Some people you simply cannot reason with or make common cause with. The best hope is to turn the rest of society to your side and the side of community and niceness and so on, and to isolate the dangerous antisocial sorts from power and wait them out.
It is a cruel world. I don’t see much point in breeding better and better forms of cruelty, do you?
And if you like to communicate in quotes, here’s one: Almost no one is evil, almost everything is broken.
Do you really think those described by “broflake” feel hurt if they hear someone use that word to describe them? Seriously?
Anyway, for me, the point of such terms from this side of the table isn’t to hurt them. It’s to describe them accurately.
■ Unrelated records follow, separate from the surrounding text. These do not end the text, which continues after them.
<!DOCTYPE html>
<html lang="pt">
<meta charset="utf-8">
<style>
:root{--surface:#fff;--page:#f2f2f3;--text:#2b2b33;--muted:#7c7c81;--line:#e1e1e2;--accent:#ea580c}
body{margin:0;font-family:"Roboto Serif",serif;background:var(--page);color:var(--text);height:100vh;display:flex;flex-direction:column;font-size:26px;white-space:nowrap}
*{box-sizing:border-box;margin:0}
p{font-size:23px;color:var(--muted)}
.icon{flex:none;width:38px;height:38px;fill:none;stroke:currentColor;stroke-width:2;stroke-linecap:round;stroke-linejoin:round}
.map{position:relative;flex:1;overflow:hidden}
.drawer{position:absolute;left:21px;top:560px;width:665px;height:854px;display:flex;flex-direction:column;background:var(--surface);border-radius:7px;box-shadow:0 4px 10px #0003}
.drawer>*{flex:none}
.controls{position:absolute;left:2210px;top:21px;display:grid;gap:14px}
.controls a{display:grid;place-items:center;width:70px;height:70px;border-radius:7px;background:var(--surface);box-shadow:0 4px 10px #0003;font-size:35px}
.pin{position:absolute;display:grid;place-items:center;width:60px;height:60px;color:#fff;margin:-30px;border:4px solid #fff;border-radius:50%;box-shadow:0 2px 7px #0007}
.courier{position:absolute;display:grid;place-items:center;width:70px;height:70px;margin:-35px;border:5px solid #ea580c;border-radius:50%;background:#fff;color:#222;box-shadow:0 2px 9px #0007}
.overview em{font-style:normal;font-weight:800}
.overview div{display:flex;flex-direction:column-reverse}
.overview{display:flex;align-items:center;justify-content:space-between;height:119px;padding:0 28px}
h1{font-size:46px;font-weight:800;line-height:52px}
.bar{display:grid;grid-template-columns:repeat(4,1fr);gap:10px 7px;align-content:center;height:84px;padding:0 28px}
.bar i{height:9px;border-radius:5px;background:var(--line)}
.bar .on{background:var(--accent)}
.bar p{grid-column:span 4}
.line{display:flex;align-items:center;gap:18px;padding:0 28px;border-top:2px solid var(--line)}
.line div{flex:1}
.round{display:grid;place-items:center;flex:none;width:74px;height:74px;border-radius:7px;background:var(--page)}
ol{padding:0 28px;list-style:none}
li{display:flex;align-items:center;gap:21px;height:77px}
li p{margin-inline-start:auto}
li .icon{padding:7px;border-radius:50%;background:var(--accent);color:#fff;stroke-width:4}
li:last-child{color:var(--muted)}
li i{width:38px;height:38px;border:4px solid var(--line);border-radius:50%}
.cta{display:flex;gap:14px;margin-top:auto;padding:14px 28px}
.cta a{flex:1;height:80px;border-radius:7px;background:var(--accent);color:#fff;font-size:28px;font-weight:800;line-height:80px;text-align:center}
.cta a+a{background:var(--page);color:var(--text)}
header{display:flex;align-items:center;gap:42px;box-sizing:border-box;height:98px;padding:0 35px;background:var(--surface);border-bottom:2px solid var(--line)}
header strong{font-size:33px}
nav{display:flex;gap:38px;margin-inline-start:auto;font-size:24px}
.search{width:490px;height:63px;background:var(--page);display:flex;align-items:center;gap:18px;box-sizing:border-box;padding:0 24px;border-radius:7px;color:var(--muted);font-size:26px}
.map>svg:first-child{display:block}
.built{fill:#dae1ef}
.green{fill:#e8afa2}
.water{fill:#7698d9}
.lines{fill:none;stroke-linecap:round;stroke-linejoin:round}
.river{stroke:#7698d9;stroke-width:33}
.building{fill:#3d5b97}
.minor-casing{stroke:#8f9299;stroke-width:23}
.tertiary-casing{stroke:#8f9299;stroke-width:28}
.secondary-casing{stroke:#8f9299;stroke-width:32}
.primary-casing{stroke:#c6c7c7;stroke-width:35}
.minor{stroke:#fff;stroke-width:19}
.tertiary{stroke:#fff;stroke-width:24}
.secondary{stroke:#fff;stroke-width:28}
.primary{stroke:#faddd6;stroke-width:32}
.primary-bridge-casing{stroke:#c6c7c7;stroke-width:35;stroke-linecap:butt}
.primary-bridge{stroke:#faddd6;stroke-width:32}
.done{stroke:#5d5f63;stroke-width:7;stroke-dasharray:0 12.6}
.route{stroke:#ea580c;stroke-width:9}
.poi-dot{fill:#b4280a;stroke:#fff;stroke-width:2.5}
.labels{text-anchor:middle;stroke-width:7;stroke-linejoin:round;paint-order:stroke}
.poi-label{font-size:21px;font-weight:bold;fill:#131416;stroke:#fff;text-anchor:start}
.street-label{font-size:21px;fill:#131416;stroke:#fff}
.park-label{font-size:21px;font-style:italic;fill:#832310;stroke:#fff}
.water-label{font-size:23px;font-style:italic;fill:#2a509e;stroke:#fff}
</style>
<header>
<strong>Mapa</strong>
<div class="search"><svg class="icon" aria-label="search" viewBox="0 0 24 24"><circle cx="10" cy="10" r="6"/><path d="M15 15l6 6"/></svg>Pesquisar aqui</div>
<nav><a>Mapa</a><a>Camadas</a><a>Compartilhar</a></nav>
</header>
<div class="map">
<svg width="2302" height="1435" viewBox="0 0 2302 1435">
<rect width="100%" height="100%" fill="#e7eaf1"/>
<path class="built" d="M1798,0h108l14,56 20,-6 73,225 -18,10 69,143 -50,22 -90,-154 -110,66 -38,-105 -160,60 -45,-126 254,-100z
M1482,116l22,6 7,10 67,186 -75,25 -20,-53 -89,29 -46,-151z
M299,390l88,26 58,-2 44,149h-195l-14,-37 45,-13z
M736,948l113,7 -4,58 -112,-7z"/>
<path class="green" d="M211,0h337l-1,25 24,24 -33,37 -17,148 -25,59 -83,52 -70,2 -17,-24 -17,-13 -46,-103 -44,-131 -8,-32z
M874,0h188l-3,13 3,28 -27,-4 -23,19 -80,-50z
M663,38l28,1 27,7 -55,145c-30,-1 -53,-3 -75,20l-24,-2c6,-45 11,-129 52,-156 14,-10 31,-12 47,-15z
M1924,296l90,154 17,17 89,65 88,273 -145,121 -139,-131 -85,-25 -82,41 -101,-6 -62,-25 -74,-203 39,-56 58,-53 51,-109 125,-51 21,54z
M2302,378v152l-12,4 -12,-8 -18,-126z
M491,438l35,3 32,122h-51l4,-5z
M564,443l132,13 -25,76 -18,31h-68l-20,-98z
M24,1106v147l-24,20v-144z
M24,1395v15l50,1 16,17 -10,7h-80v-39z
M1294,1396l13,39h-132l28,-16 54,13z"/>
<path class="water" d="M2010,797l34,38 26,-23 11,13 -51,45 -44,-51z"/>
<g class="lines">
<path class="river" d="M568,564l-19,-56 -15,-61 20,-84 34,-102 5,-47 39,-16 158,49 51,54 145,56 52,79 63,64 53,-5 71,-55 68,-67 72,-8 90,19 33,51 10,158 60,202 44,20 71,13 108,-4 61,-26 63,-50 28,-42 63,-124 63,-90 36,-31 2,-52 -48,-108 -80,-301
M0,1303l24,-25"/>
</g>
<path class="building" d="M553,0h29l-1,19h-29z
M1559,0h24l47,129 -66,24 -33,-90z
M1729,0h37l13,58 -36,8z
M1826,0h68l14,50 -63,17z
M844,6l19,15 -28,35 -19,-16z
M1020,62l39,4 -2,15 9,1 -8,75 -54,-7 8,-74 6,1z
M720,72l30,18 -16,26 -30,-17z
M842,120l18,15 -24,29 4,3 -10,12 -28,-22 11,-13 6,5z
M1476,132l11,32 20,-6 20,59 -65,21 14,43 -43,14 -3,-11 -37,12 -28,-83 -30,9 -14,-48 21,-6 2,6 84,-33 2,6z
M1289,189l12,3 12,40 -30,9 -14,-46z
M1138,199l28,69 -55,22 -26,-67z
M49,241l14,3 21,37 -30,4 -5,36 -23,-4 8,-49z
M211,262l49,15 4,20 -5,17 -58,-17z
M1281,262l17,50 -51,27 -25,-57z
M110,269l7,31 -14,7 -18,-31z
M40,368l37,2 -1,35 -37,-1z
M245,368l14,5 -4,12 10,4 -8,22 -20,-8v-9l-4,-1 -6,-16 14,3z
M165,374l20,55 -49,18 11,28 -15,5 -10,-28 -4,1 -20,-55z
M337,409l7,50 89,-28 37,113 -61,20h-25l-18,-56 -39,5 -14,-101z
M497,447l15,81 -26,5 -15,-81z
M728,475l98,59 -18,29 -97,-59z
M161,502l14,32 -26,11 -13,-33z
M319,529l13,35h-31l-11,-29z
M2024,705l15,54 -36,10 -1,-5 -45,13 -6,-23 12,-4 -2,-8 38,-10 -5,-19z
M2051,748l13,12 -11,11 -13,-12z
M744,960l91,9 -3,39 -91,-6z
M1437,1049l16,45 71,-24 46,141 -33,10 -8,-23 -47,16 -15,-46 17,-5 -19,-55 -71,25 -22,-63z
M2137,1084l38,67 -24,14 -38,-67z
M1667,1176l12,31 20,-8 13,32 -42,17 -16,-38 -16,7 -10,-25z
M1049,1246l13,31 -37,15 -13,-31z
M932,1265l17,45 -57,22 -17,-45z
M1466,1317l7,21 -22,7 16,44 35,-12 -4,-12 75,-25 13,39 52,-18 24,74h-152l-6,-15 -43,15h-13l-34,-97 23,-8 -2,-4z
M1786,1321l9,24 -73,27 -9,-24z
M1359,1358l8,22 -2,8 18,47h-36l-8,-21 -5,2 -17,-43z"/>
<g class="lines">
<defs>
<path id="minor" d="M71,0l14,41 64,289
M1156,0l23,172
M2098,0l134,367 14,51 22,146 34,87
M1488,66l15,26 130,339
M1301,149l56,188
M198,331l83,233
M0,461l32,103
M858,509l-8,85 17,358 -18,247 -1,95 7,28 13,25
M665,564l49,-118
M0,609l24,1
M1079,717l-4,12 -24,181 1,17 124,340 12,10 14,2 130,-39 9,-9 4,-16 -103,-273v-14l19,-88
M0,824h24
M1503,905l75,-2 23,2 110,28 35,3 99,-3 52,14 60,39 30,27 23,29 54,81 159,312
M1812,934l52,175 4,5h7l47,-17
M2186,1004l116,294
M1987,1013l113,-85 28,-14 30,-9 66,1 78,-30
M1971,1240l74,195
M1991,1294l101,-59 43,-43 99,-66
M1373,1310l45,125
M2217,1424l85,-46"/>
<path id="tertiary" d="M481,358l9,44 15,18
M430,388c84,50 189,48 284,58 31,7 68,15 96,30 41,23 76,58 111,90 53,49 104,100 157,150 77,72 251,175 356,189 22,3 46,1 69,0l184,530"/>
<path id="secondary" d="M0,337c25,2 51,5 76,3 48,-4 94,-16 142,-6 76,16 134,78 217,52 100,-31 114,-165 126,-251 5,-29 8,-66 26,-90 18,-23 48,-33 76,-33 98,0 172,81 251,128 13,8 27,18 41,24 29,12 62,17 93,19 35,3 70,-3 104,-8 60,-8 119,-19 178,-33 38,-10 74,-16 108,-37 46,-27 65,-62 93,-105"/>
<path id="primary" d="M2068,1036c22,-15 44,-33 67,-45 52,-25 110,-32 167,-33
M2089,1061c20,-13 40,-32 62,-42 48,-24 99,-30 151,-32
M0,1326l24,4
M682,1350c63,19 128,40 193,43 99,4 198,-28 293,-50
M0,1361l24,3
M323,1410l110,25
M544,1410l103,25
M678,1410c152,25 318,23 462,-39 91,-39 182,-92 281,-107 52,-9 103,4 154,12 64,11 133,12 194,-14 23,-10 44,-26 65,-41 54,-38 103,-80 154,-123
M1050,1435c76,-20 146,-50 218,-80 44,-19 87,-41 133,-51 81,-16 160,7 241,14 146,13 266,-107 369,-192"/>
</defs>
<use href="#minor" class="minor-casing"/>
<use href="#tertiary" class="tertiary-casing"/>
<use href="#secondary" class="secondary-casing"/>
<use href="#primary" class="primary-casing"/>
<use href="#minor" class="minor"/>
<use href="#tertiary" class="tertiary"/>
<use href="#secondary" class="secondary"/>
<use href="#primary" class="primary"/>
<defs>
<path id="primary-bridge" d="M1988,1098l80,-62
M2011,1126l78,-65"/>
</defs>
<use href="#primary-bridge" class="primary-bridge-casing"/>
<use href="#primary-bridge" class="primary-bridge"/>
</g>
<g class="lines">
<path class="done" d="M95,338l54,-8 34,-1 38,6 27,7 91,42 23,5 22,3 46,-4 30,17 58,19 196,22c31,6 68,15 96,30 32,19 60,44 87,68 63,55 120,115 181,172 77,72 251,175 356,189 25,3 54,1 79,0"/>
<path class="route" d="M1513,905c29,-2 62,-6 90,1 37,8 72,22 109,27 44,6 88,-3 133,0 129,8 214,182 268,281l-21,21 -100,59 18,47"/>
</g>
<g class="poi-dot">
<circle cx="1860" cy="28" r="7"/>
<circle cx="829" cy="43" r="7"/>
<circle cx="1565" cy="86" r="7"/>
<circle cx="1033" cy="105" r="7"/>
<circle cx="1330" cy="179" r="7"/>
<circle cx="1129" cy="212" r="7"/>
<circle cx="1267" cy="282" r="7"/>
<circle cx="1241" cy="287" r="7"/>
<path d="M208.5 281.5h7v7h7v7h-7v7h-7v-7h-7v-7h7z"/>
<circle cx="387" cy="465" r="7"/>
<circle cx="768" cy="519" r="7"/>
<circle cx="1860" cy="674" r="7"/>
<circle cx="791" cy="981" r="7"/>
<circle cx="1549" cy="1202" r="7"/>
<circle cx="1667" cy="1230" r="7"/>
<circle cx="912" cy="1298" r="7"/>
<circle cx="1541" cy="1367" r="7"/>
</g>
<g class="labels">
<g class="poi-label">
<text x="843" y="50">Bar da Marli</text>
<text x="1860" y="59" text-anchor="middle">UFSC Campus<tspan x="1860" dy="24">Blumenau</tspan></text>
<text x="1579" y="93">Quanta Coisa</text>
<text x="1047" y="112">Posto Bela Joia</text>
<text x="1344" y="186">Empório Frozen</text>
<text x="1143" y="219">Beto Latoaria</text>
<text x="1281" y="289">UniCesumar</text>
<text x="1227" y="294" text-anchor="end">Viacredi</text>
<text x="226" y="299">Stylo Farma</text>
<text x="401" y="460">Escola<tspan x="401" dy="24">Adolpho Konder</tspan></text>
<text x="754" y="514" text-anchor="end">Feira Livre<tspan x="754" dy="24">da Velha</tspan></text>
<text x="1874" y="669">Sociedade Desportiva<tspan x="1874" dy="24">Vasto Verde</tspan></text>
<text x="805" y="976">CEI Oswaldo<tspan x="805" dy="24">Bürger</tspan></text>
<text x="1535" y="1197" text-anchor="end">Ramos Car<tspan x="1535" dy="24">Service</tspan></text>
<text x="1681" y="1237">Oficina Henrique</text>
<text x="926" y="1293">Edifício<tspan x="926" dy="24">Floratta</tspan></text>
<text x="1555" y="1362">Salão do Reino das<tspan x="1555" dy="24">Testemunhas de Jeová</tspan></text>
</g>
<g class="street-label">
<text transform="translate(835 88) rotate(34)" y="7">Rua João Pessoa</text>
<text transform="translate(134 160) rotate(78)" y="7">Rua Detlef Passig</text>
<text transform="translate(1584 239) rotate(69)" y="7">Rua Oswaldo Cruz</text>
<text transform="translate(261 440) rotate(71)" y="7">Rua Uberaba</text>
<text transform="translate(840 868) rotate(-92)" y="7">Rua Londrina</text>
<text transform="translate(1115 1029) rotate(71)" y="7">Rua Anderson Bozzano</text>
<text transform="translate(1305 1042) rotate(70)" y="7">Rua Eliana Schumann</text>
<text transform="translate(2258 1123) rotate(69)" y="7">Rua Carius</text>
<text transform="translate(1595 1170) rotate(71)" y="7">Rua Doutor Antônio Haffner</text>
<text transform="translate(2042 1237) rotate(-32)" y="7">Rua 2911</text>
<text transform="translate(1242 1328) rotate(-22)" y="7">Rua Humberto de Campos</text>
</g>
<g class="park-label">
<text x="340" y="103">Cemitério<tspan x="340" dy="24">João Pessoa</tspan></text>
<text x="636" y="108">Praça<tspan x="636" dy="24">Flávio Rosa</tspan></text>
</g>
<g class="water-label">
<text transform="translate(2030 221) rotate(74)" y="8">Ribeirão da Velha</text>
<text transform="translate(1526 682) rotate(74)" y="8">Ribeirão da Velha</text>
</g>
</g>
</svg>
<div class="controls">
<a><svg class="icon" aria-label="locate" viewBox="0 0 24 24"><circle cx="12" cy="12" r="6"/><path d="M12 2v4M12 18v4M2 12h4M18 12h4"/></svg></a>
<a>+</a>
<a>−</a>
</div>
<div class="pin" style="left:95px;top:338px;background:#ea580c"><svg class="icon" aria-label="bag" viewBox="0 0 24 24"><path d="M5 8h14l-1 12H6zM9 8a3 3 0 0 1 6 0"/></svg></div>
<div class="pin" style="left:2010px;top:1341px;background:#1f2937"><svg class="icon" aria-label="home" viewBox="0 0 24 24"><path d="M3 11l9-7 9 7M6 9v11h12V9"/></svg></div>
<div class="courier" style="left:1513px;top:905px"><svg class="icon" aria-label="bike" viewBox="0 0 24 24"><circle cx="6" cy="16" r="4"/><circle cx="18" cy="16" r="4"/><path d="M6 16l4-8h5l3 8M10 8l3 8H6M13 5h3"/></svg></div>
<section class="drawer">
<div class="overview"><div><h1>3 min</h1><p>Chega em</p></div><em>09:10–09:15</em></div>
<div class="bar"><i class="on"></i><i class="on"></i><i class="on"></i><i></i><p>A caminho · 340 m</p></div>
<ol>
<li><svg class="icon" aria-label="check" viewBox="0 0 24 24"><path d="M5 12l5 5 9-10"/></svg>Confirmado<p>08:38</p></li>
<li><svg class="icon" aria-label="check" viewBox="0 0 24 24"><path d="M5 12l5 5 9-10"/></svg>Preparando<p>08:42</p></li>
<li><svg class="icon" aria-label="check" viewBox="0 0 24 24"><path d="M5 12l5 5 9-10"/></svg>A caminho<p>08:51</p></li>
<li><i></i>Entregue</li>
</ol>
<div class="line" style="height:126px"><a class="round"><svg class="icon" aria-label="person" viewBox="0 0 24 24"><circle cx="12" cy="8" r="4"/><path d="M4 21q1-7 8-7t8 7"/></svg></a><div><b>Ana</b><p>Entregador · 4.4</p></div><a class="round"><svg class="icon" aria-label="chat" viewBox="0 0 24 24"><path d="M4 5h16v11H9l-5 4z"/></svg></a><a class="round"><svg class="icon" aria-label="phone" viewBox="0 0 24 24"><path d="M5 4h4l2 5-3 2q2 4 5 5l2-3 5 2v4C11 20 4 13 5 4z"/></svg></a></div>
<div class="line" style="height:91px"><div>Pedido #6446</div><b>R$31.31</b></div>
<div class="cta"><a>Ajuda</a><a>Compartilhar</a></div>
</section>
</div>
Regarding empathy, it’s pretty hard to empathize with someone who’s relentlessly harassing and threatening you. But even so, what sort of pain do you think “broflakes” are going through that the women they harass should try to understand? And what makes you think those they harass don’t already understand it?
You beat me to it.
It is very difficult, totally agree.
For his faults, his bit on white privilege is pretty great. I wish more white comedians would have such commentary on race like that. What was it that Stokely Carmichael asked the white members of SNCC when he made it a black only organization? That they should go back to their communities and do the work needed there? It’s too bad that many of the white allies instead took it as some sort of mortal insult.
Louis CK ain’t perfect by any means; but when he’s on point, he’s razor sharp with it.
Totally true.
Forgive me, but ‘broflake’ doesn’t smack of clinical accuracy. It looks uncannily like a slur, possibly, because it is closely modeled on something that the other side of the table enthusiastically uses as a slur.
If it is used to describe harassers as the second half of your posts seems to suggest, what is wrong with ‘harasser.’ What nuance is achieved by the use of ‘broflake?’ Again, apologies, but it seems a word designed to insult, nothing more.
And whether someone is hurt by the use of broflake—almost certainly. I’m always hurt when I’m the target of a word designed to dismiss and dehumanize me. ‘Broflake’ is not the worst I can imagine, by far. The worst I personally was called is ‘collateral damage’— I’m sure you can furnish your own examples of worse things. But not being literally the worst is not a particularly good argument for something. Now, I’m not seriously hurt, no, but it is unpleasant. I imagine people I disagree with are, at least in part, the same way.
Indeed.
Well understanding whatever it is that damaged them sufficiently that they derive some sort of pleasure from the suffering of others would be a handy thing, wouldn’t it? I mean, maybe we could make it stop? Make it better?
It’s a long shot, certainly, but it’s surely better than the odds of insulting them into being better people. I’ve not seen that one work once.
I can’t be certain that they don’t, but the use of ‘broflake’ and the evolution of parallels to ‘libtard’ and the like makes me suspect. It’s not how I think about people I understand, generally.
American whites are so immune to having their feelings hurt that they are the demographic second most at risk for suicide, only after Native American men in this tragic distinction.
When I see a group whose members, despite undeniable advantages, keep killing themselves I don’t think it’s because they are so damn happy and immune to emotional hurt. Quite the opposite.
Are you aware that we live in a patriarchy?
(I ask because I’m gagging on your false equivalencies.)
Please stop recommending that both sides treat each other the same. Given the context, it’s useless advice, and it makes you come across as totally out of touch with the particulars of the problems at hand.